DATASET Block Start
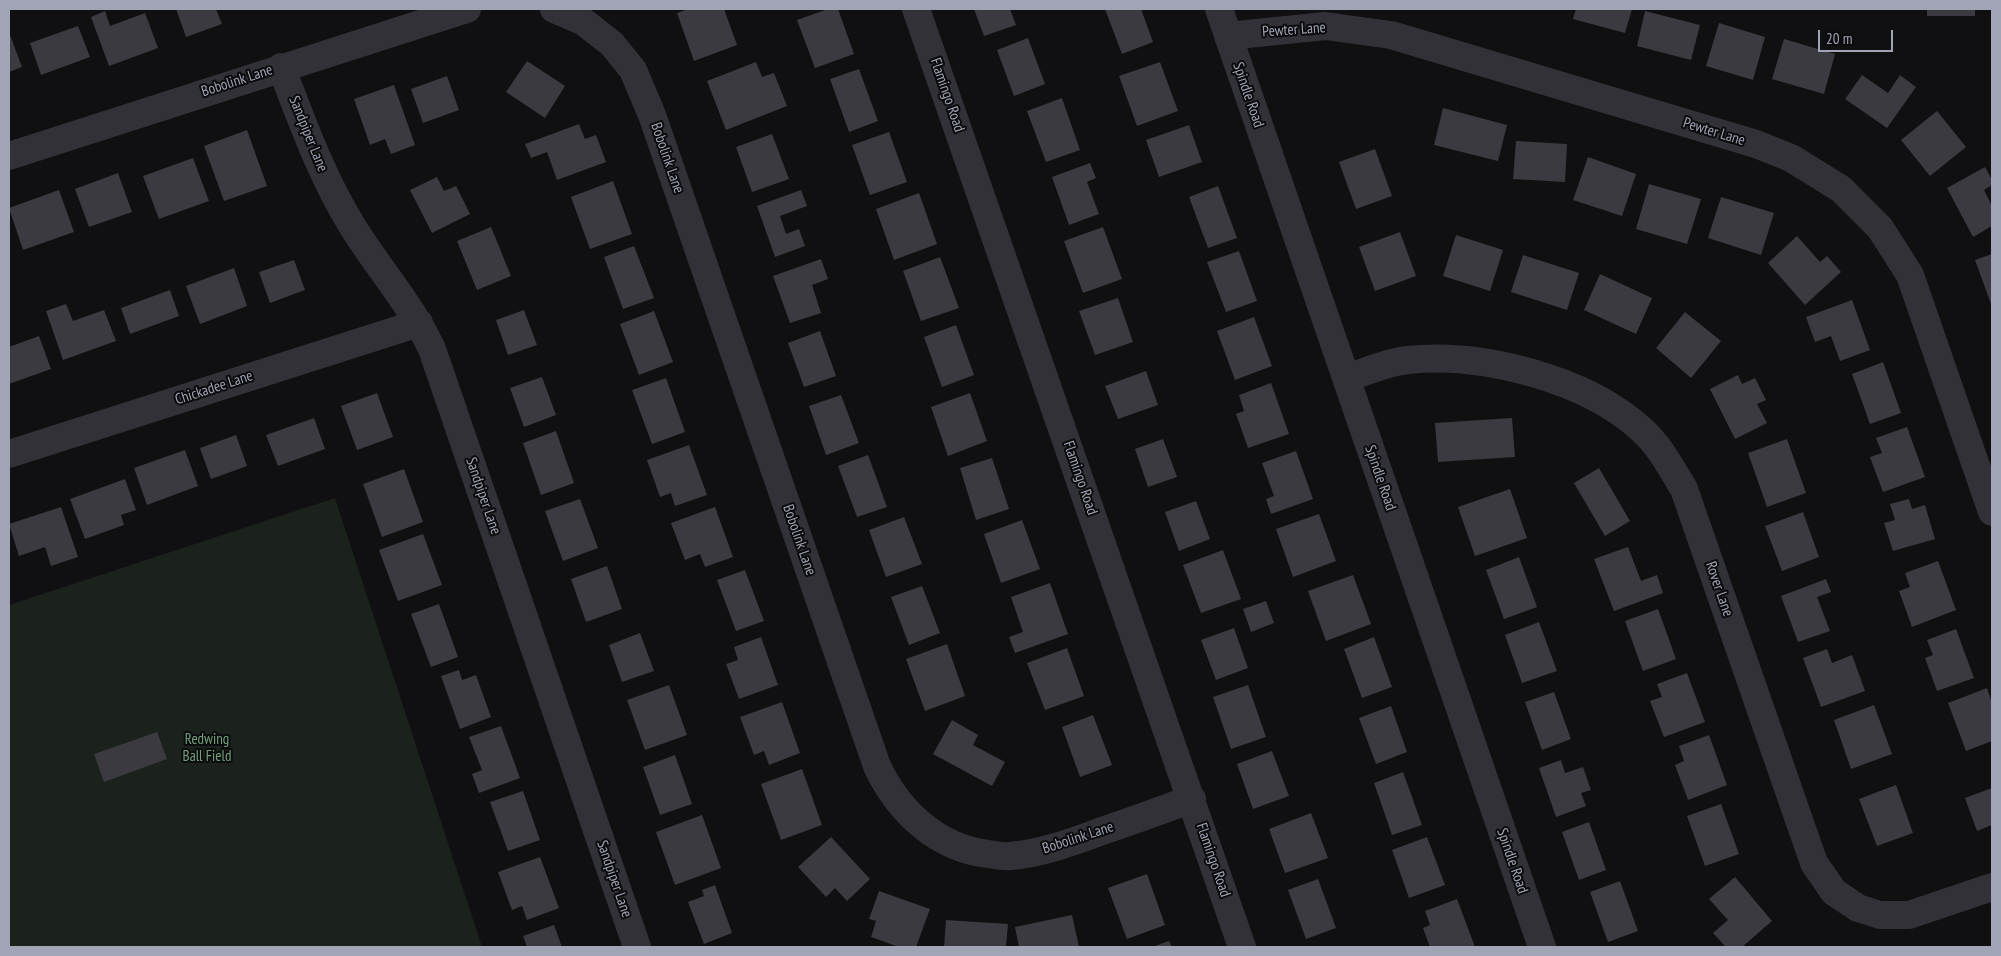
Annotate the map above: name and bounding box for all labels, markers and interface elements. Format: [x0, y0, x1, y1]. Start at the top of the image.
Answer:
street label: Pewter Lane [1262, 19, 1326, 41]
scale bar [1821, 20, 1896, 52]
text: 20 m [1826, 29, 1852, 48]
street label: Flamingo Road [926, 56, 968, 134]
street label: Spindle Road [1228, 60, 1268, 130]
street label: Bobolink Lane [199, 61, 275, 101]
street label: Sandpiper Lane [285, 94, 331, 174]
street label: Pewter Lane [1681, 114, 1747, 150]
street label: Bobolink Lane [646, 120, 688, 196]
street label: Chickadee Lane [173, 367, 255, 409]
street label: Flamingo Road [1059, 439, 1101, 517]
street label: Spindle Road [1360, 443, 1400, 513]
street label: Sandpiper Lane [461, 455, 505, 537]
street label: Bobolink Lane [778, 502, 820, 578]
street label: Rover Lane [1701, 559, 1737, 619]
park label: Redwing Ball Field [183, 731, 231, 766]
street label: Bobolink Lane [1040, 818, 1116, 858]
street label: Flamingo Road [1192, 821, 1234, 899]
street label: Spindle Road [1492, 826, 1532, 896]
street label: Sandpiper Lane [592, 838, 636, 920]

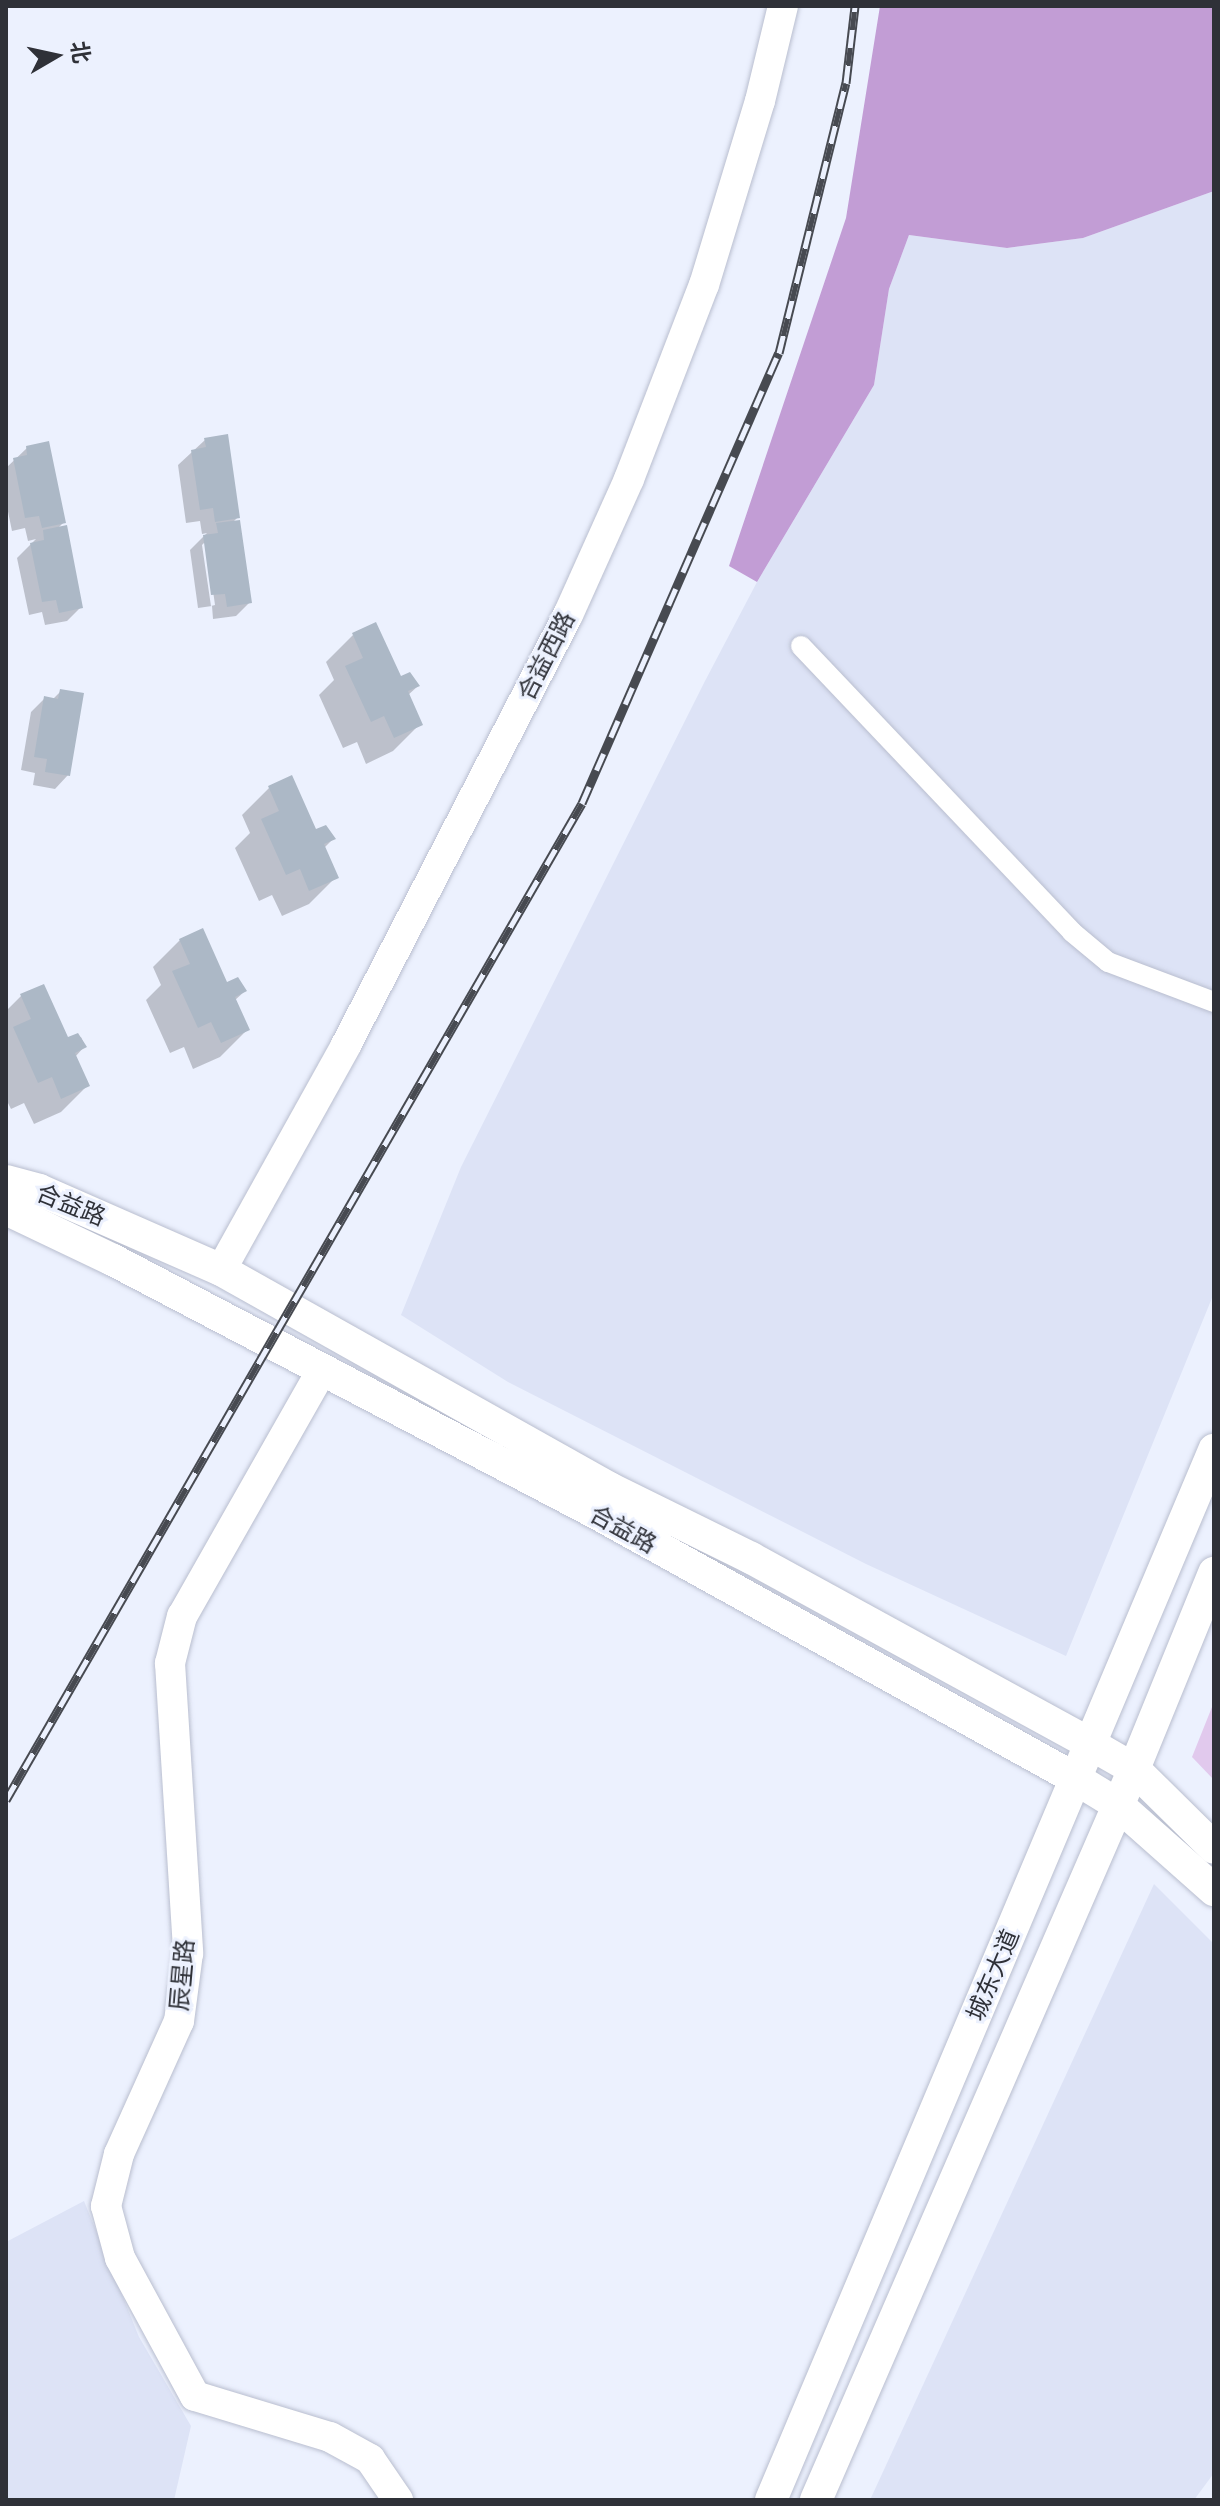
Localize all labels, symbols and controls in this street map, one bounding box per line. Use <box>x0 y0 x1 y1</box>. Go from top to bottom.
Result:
DATASET Block End
The lines to copy are those above that contain the string "bounding".

Annotate the map above: name and bounding box for all labels, markers and interface elements. Format: [x0, y0, x1, y1]. Start at the top of the image.
Localize all labels, symbols and controls in this street map, one bounding box per line. Use <box>x0 y0 x1 y1</box>. Go from top to bottom.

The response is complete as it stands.